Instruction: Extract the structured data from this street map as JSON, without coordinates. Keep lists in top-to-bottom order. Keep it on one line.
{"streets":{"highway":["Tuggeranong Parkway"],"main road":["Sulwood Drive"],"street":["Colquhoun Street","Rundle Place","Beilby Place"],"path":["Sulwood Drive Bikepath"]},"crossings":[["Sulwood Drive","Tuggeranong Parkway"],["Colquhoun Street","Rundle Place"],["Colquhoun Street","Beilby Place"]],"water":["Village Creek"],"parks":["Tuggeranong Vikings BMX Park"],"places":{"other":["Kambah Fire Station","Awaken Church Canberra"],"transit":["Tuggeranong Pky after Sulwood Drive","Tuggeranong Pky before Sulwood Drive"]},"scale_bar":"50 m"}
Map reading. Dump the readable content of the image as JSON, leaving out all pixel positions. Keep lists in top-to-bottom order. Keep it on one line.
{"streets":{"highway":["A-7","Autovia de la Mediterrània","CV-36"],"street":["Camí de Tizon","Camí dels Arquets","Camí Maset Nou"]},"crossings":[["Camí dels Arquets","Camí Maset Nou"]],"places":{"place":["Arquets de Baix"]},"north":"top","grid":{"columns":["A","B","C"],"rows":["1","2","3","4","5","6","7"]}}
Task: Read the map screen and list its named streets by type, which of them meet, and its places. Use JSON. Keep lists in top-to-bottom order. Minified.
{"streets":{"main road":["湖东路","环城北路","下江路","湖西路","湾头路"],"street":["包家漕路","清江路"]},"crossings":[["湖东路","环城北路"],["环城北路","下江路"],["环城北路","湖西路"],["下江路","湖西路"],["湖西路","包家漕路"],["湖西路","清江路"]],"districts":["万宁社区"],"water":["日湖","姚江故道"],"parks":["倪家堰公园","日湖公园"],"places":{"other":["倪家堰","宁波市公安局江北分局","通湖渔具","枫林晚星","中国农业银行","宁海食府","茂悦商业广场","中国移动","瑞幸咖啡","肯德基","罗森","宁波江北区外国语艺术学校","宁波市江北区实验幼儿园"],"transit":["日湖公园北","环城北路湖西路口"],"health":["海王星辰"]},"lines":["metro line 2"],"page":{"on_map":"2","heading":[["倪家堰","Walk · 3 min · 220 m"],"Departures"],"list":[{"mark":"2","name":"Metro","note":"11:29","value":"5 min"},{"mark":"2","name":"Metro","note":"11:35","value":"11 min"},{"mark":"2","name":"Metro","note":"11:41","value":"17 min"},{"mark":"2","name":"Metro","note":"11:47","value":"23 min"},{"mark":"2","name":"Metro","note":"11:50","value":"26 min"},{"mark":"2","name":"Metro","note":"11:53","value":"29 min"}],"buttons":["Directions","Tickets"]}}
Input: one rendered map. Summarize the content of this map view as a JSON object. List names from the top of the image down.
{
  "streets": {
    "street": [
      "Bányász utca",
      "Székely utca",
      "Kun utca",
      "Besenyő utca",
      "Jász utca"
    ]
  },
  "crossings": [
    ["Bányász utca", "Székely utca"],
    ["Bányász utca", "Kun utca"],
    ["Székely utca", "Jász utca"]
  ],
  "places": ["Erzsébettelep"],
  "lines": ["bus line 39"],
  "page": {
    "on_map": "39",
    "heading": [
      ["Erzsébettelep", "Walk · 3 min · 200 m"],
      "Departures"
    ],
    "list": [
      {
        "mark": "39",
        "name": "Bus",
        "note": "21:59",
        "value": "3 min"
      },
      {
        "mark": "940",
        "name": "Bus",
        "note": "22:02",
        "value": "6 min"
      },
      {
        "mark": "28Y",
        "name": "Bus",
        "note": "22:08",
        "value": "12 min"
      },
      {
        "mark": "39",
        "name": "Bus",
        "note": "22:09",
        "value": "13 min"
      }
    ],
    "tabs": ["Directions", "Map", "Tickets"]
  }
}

+ + + +

## WORK TO COMPLETE
Please give the full set of data again exactly.

## FINISHED EXERCISE
Instruction: Extract the structured data from this street map as JSON, without coordinates. Keep lists in top-to-bottom order. Keep it on one line.
{"streets":{"highway":["Tuggeranong Parkway"],"main road":["Sulwood Drive"],"street":["Colquhoun Street","Rundle Place","Beilby Place"],"path":["Sulwood Drive Bikepath"]},"crossings":[["Sulwood Drive","Tuggeranong Parkway"],["Colquhoun Street","Rundle Place"],["Colquhoun Street","Beilby Place"]],"water":["Village Creek"],"parks":["Tuggeranong Vikings BMX Park"],"places":{"other":["Kambah Fire Station","Awaken Church Canberra"],"transit":["Tuggeranong Pky after Sulwood Drive","Tuggeranong Pky before Sulwood Drive"]},"scale_bar":"50 m"}
Map reading. Dump the readable content of the image as JSON, leaving out all pixel positions. Keep lists in top-to-bottom order. Keep it on one line.
{"streets":{"highway":["A-7","Autovia de la Mediterrània","CV-36"],"street":["Camí de Tizon","Camí dels Arquets","Camí Maset Nou"]},"crossings":[["Camí dels Arquets","Camí Maset Nou"]],"places":{"place":["Arquets de Baix"]},"north":"top","grid":{"columns":["A","B","C"],"rows":["1","2","3","4","5","6","7"]}}
Task: Read the map screen and list its named streets by type, which of them meet, and its places. Use JSON. Keep lists in top-to-bottom order. Minified.
{"streets":{"main road":["湖东路","环城北路","下江路","湖西路","湾头路"],"street":["包家漕路","清江路"]},"crossings":[["湖东路","环城北路"],["环城北路","下江路"],["环城北路","湖西路"],["下江路","湖西路"],["湖西路","包家漕路"],["湖西路","清江路"]],"districts":["万宁社区"],"water":["日湖","姚江故道"],"parks":["倪家堰公园","日湖公园"],"places":{"other":["倪家堰","宁波市公安局江北分局","通湖渔具","枫林晚星","中国农业银行","宁海食府","茂悦商业广场","中国移动","瑞幸咖啡","肯德基","罗森","宁波江北区外国语艺术学校","宁波市江北区实验幼儿园"],"transit":["日湖公园北","环城北路湖西路口"],"health":["海王星辰"]},"lines":["metro line 2"],"page":{"on_map":"2","heading":[["倪家堰","Walk · 3 min · 220 m"],"Departures"],"list":[{"mark":"2","name":"Metro","note":"11:29","value":"5 min"},{"mark":"2","name":"Metro","note":"11:35","value":"11 min"},{"mark":"2","name":"Metro","note":"11:41","value":"17 min"},{"mark":"2","name":"Metro","note":"11:47","value":"23 min"},{"mark":"2","name":"Metro","note":"11:50","value":"26 min"},{"mark":"2","name":"Metro","note":"11:53","value":"29 min"}],"buttons":["Directions","Tickets"]}}
Input: one rendered map. Summarize the content of this map view as a JSON object. List names from the top of the image down.
{
  "streets": {
    "street": [
      "Bányász utca",
      "Székely utca",
      "Kun utca",
      "Besenyő utca",
      "Jász utca"
    ]
  },
  "crossings": [
    ["Bányász utca", "Székely utca"],
    ["Bányász utca", "Kun utca"],
    ["Székely utca", "Jász utca"]
  ],
  "places": ["Erzsébettelep"],
  "lines": ["bus line 39"],
  "page": {
    "on_map": "39",
    "heading": [
      ["Erzsébettelep", "Walk · 3 min · 200 m"],
      "Departures"
    ],
    "list": [
      {
        "mark": "39",
        "name": "Bus",
        "note": "21:59",
        "value": "3 min"
      },
      {
        "mark": "940",
        "name": "Bus",
        "note": "22:02",
        "value": "6 min"
      },
      {
        "mark": "28Y",
        "name": "Bus",
        "note": "22:08",
        "value": "12 min"
      },
      {
        "mark": "39",
        "name": "Bus",
        "note": "22:09",
        "value": "13 min"
      }
    ],
    "tabs": ["Directions", "Map", "Tickets"]
  }
}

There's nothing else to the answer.